# ABOUT THIS TASK:
Below are entries; tally how many lines hold the string "Retail" and answer with only that figure.
Start of INFORMATION PROVIDED
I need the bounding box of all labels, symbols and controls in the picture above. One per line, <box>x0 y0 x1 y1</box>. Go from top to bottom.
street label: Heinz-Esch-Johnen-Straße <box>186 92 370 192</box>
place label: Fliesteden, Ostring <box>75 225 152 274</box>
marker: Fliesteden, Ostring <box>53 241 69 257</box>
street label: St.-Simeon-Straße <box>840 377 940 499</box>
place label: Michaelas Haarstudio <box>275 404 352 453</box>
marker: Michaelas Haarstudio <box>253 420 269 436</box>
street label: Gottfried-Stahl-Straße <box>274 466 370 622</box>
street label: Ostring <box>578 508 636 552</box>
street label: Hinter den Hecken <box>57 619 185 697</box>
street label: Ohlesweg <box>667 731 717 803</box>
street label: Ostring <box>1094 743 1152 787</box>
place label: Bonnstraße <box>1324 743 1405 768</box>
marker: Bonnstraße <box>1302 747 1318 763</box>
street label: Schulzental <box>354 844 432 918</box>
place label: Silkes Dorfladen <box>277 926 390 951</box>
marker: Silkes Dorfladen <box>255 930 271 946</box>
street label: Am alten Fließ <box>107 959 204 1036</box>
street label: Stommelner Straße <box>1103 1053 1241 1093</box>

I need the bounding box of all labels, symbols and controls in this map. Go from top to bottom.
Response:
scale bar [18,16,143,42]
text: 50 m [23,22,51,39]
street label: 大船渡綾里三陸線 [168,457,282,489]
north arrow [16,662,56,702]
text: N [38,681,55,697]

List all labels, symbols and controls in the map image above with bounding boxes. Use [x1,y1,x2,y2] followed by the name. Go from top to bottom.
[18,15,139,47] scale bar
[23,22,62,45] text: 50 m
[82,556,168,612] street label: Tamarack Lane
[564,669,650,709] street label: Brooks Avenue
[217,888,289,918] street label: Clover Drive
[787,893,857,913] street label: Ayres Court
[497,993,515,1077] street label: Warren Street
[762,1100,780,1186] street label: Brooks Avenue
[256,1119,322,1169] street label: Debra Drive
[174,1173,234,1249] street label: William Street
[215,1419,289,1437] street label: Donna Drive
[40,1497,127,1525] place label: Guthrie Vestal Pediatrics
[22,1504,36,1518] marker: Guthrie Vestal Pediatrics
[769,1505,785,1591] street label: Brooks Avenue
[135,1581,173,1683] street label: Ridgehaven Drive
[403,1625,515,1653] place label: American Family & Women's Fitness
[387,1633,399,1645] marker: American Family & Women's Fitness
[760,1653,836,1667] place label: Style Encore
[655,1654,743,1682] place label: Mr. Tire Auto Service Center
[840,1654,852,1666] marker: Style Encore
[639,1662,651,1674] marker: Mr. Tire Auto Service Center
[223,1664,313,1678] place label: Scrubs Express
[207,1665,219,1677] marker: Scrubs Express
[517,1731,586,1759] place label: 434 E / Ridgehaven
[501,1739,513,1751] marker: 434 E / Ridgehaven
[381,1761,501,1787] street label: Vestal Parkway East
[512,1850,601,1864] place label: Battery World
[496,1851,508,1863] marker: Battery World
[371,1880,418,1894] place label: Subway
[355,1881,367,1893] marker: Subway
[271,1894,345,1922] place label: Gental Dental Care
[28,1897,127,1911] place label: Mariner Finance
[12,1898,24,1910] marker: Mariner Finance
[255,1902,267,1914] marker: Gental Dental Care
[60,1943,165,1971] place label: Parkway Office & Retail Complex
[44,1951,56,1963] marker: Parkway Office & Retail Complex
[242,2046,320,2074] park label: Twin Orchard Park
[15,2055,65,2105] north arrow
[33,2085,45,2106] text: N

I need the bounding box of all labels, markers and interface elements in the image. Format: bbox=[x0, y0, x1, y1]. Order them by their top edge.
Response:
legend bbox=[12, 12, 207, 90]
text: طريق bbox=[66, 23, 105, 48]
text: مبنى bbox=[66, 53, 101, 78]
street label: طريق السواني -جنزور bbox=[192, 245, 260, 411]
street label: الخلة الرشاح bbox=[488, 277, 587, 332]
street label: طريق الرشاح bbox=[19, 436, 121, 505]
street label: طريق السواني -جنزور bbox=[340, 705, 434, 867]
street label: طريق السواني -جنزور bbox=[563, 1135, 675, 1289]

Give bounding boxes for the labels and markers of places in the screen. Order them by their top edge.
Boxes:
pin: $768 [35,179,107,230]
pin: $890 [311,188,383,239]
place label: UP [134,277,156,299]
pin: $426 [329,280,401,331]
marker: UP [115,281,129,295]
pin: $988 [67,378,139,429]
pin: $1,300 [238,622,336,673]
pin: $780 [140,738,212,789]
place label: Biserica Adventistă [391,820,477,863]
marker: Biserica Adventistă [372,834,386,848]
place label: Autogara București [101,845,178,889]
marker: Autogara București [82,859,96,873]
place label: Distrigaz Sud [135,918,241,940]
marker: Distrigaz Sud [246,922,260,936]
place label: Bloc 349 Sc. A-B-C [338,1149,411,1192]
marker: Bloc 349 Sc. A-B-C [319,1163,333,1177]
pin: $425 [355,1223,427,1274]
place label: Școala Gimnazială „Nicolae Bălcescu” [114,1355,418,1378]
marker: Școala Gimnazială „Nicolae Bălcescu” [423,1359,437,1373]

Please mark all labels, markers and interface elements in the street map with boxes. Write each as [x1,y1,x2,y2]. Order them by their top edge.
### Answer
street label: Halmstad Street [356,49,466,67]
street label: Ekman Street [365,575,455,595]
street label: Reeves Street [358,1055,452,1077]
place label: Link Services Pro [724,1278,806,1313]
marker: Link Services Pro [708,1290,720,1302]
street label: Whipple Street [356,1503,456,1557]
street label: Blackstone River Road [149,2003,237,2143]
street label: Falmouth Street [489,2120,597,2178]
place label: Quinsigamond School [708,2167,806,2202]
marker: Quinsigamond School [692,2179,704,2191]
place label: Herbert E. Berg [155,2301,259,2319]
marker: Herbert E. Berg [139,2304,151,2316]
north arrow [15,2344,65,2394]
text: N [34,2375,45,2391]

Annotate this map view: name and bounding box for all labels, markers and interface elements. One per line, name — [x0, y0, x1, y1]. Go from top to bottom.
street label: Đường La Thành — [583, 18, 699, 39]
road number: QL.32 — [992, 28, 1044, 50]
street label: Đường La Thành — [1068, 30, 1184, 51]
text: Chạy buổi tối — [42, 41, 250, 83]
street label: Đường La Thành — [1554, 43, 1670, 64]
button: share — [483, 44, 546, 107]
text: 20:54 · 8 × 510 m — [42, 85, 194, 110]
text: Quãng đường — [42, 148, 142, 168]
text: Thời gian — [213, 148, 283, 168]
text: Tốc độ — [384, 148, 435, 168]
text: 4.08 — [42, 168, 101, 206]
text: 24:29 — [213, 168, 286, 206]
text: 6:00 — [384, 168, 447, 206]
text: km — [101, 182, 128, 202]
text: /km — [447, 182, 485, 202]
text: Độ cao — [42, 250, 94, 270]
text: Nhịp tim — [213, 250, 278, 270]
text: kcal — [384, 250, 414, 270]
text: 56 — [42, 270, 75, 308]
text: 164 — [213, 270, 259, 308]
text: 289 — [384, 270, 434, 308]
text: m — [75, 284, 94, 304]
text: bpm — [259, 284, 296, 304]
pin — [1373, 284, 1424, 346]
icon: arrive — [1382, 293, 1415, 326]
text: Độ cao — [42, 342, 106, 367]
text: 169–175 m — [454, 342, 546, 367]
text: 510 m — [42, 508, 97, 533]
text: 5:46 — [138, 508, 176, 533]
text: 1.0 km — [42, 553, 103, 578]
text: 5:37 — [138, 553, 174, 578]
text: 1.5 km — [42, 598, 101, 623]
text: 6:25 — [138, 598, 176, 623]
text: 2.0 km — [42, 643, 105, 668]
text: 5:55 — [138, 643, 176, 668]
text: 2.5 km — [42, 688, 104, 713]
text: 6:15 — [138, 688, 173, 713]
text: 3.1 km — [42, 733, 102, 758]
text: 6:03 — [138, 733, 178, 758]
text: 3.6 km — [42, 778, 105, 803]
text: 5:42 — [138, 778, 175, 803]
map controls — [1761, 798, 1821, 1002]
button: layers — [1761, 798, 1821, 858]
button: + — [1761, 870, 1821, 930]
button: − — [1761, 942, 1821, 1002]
End of INFORMATION PROVIDED
# SOLUTION TO THIS PROBLEM:
2